Through the adoption of telemedicine, the emergency room specialist can ask a tertiary hospital neurosurgeon for an opinion. This is done through a digitally signed electronic request which contains all the clinical information and images required. Once the information is received, the Neurosurgery Centre sends back a digitally signed opinion. It is also possible to escalate the request for opinion even further by involving another specialist in the circuit. This can be a neurosurgeon on duty in another tertiary hospital or the Head of the Neurosurgery Department who, through a remote connection, can view the report and the images even from home.
In this way telemedicine can create a real counselling network involving the various Neurosurgery Centres, peripheral hospitals and emergency rooms in a region.

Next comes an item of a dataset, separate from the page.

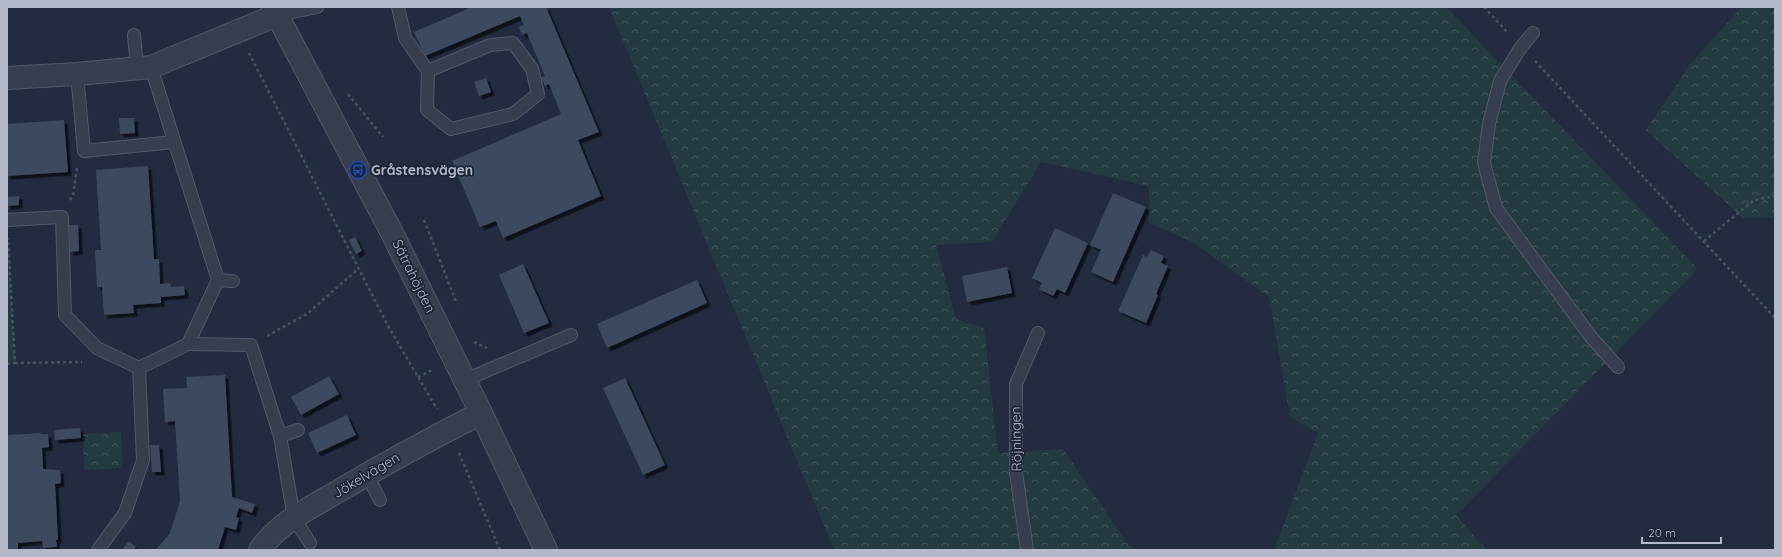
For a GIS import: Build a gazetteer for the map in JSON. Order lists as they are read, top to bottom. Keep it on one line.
{"streets":{"street":["Sätrahöjden","Jökelvägen"],"lane":["Röjningen"]},"crossings":[["Sätrahöjden","Jökelvägen"]],"places":{"bus stop":["Gråstensvägen"]},"scale_bar":"20 m"}
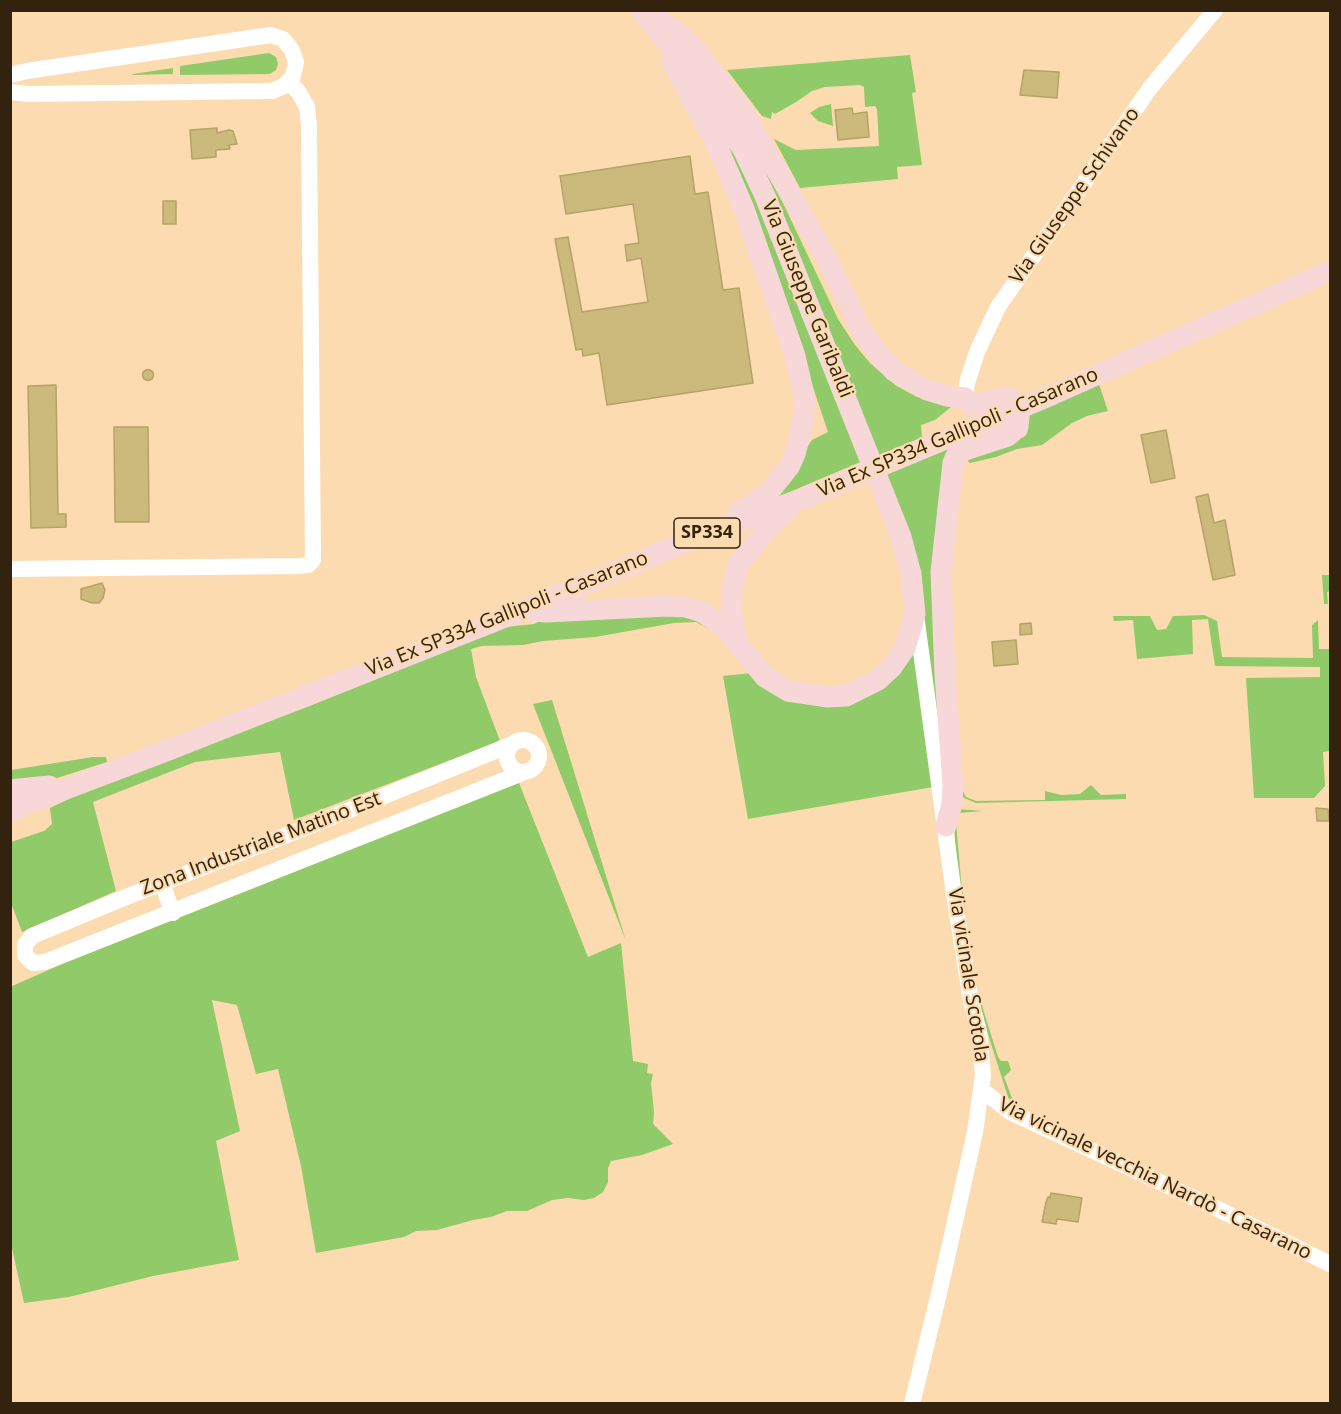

The availability of more than one Neurosurgery Centre in the network also allows to route the request for counselling to the most appropriate structure (i.e. not all the Neurosurgery Centres necessarily have the same range of skills) and, in case the patient needs to be transferred to one of the Neurosurgery Centres, the network makes possible to identify the most suitable structure (e.g. by checking the availability of beds in the Intensive Care Unit, surgeon team on duty, etc.). Thanks to the telematic network, the number of unnecessary transfers can be drastically reduced and it will be possible to rationalise the intervention of the different Neurosurgery Centres thus enhancing their individual performance and the overall performance of the healthcare system.